(Stored data)

'''

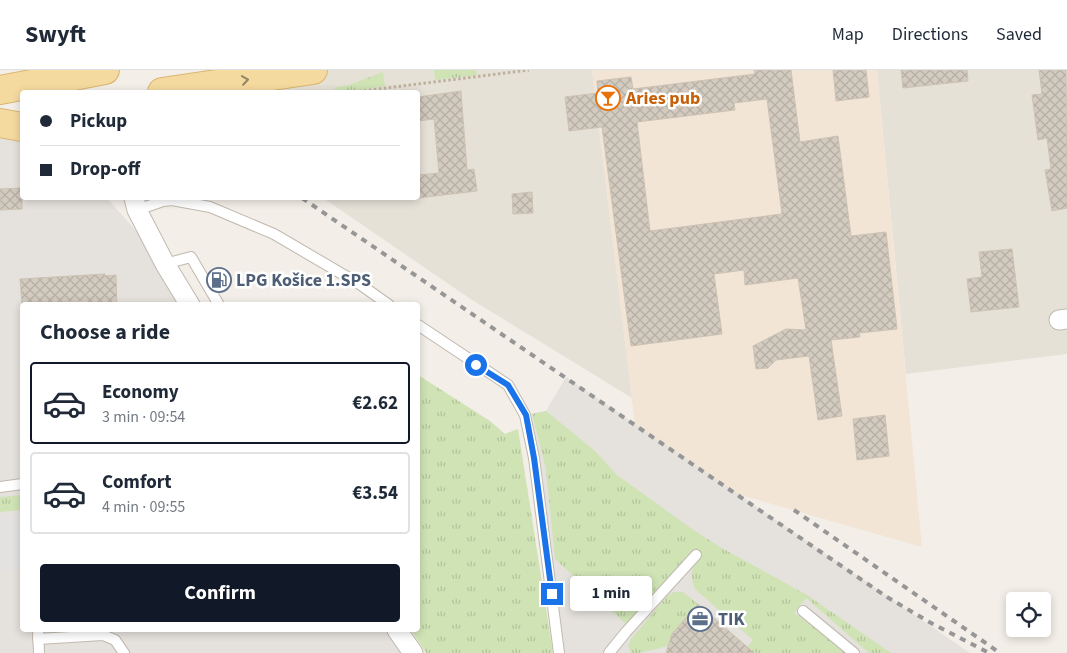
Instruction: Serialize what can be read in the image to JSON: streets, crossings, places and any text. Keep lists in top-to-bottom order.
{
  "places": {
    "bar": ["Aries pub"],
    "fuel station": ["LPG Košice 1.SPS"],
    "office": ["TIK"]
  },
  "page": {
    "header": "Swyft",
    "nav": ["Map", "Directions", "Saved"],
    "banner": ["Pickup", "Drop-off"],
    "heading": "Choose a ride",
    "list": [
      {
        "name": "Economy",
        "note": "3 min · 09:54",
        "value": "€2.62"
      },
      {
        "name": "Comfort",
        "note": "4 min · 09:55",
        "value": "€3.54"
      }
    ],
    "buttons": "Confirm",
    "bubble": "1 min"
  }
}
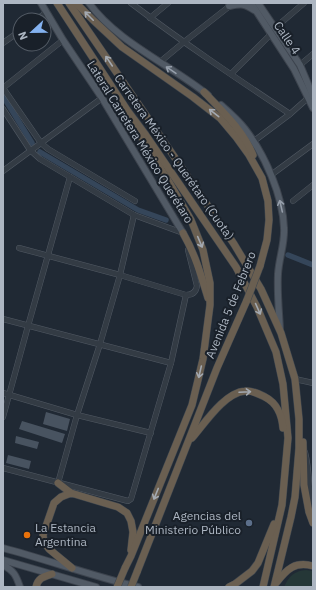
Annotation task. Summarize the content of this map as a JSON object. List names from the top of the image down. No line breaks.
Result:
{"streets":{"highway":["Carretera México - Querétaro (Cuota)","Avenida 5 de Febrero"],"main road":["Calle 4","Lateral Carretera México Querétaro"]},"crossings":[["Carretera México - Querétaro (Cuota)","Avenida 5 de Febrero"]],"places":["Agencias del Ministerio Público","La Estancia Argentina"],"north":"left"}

'''

- **About this task**:
Transcribe the lines above exactly, setting aside any picture among them.

- **Task answer**:
Instruction: Serialize what can be read in the image to JSON: streets, crossings, places and any text. Keep lists in top-to-bottom order.
{
  "places": {
    "bar": ["Aries pub"],
    "fuel station": ["LPG Košice 1.SPS"],
    "office": ["TIK"]
  },
  "page": {
    "header": "Swyft",
    "nav": ["Map", "Directions", "Saved"],
    "banner": ["Pickup", "Drop-off"],
    "heading": "Choose a ride",
    "list": [
      {
        "name": "Economy",
        "note": "3 min · 09:54",
        "value": "€2.62"
      },
      {
        "name": "Comfort",
        "note": "4 min · 09:55",
        "value": "€3.54"
      }
    ],
    "buttons": "Confirm",
    "bubble": "1 min"
  }
}
Annotation task. Summarize the content of this map as a JSON object. List names from the top of the image down. No line breaks.
Result:
{"streets":{"highway":["Carretera México - Querétaro (Cuota)","Avenida 5 de Febrero"],"main road":["Calle 4","Lateral Carretera México Querétaro"]},"crossings":[["Carretera México - Querétaro (Cuota)","Avenida 5 de Febrero"]],"places":["Agencias del Ministerio Público","La Estancia Argentina"],"north":"left"}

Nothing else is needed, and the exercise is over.